I asked my boss with teary eyes: “How do you escape the global-self harm?”

“You can’t. And I wish that still touched me, but it doesn’t anymore.”

“I’m sure it does. You just know how to cope,” I tried to reassure her.

“Cope so well that I no longer feel.”

“You feel it. You’re just being professional, which is highly needed in these emotionally tense situations.”

“No, I don’t. You could sit a starving child on my lap, and I wouldn’t blink.”

“Well…why do you say that?”

“I see you cry, and I don’t. I’ve seen too much. I wish I still cried, but I can’t. Trust me, you’re the sane one not me.”

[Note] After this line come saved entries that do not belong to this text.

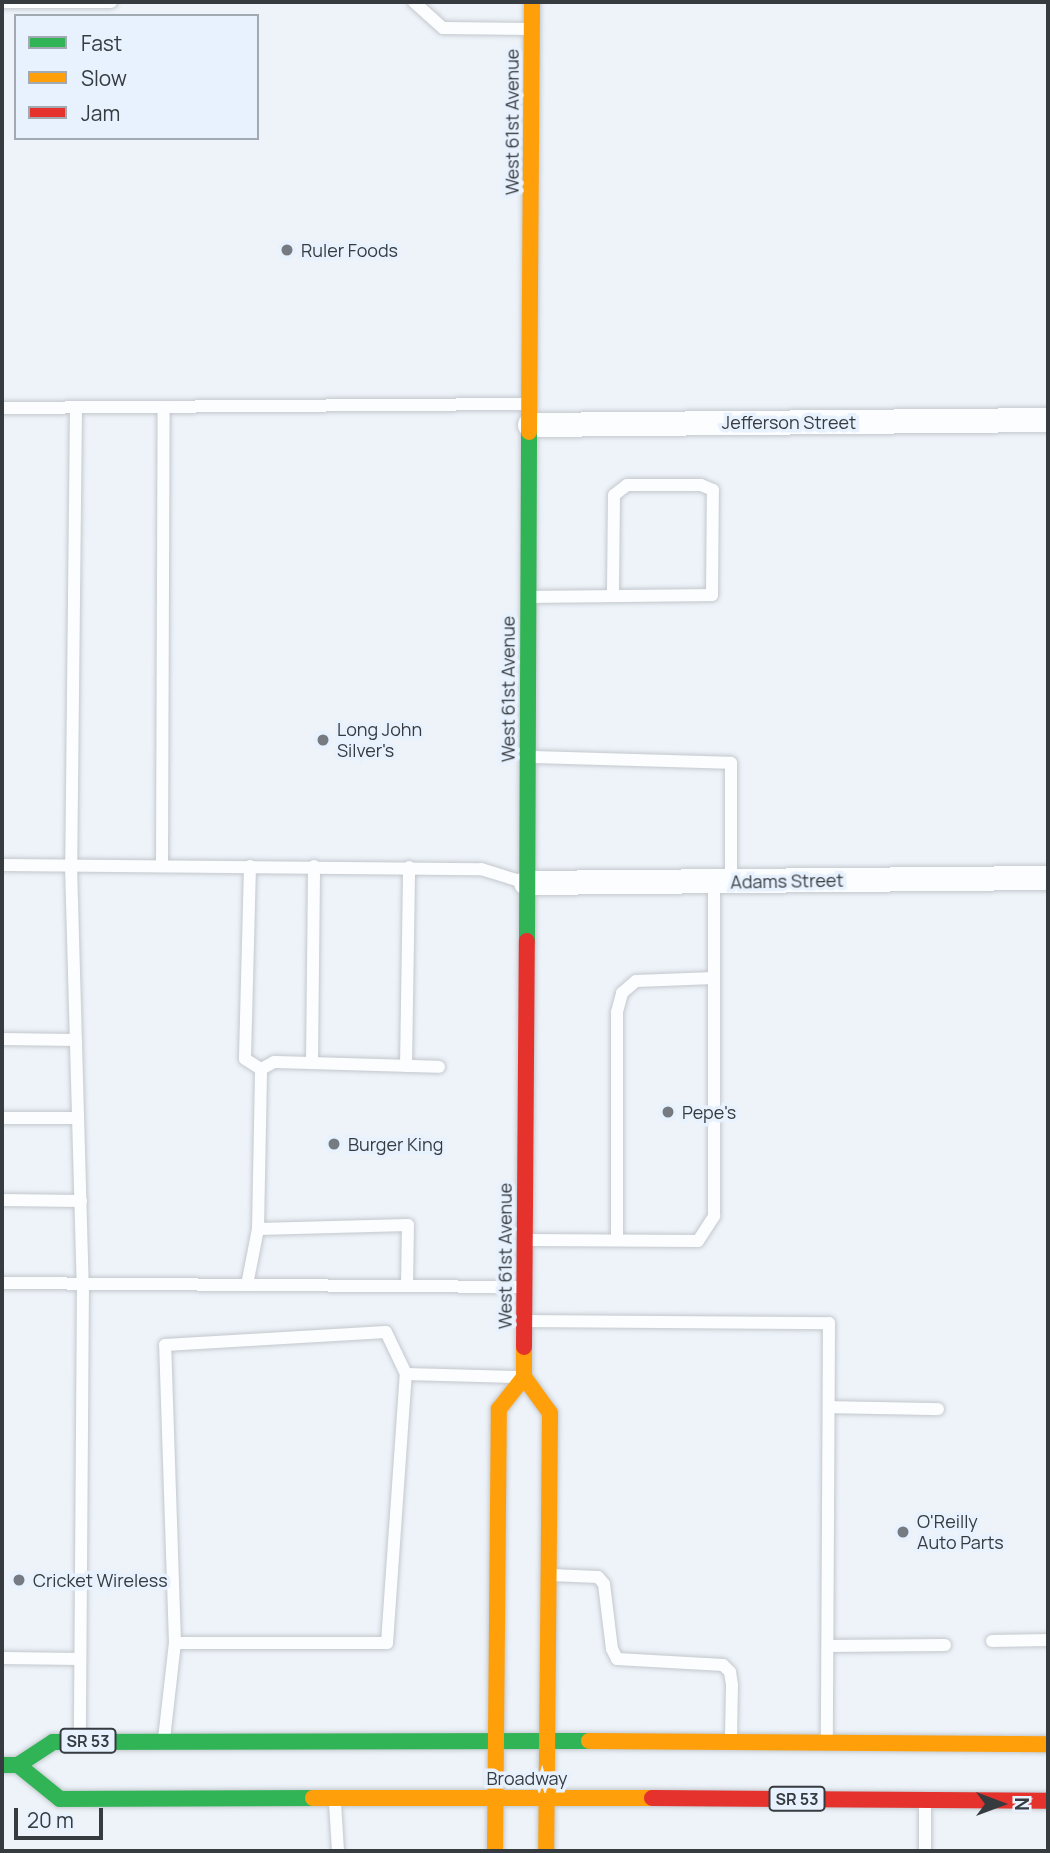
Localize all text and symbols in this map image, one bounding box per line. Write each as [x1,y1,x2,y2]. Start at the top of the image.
legend [14,14,259,140]
text: Fast [81,29,122,57]
street label: West 61st Avenue [501,49,523,195]
text: Slow [81,64,127,92]
text: Jam [81,99,120,127]
place label: Ruler Foods [301,239,398,261]
marker: Ruler Foods [279,242,295,258]
street label: Jefferson Street [722,411,856,433]
street label: West 61st Avenue [497,616,519,762]
place label: Long John Silver's [337,719,422,762]
marker: Long John Silver's [315,732,331,748]
street label: Adams Street [730,869,844,893]
place label: Pepe's [682,1101,736,1123]
marker: Pepe's [660,1104,676,1120]
place label: Burger King [348,1133,443,1155]
marker: Burger King [326,1136,342,1152]
street label: West 61st Avenue [494,1183,516,1329]
place label: O'Reilly Auto Parts [917,1511,1004,1554]
marker: O'Reilly Auto Parts [895,1524,911,1540]
place label: Cricket Wireless [33,1569,168,1591]
marker: Cricket Wireless [11,1572,27,1588]
road number: SR 53 [58,1728,118,1754]
street label: Broadway [487,1767,567,1789]
north arrow [966,1769,1036,1839]
road number: SR 53 [767,1786,827,1812]
scale bar [18,1794,107,1838]
text: N [1009,1797,1035,1811]
text: 20 m [27,1806,74,1834]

“When did it stop? Or how did it stop?”

“When I heard a UN peacekeeper raping a child in the hotel room next door to mine, and there was absolutely nothing I could do about it to make it stop.”

“Oh my god…”

“I wept the whole plane ride home. And after that I could never cry again.”

“I mean…”

“But promise me one thing.”

“Sure. What?”

“Never ever stop crying. Because once you’ve stopped crying that means you’ve become just like the bastards who start these conflicts.”

And so then you can cry those last tears upon realizing humanity is no longer worth crying over. You can weep uncontrollably until you stop. Just completely stop forever.

Or you can choose a brave heart, a sensitive heart that defies harsh realities. You cry again, allowing others to touch you. Your tears will stand defying the destruction and violence that seek to be the norm. Life is worth, in my forever idealistic mind, the defiance tears. Those are the tears that transform your heart and thereby transform the world.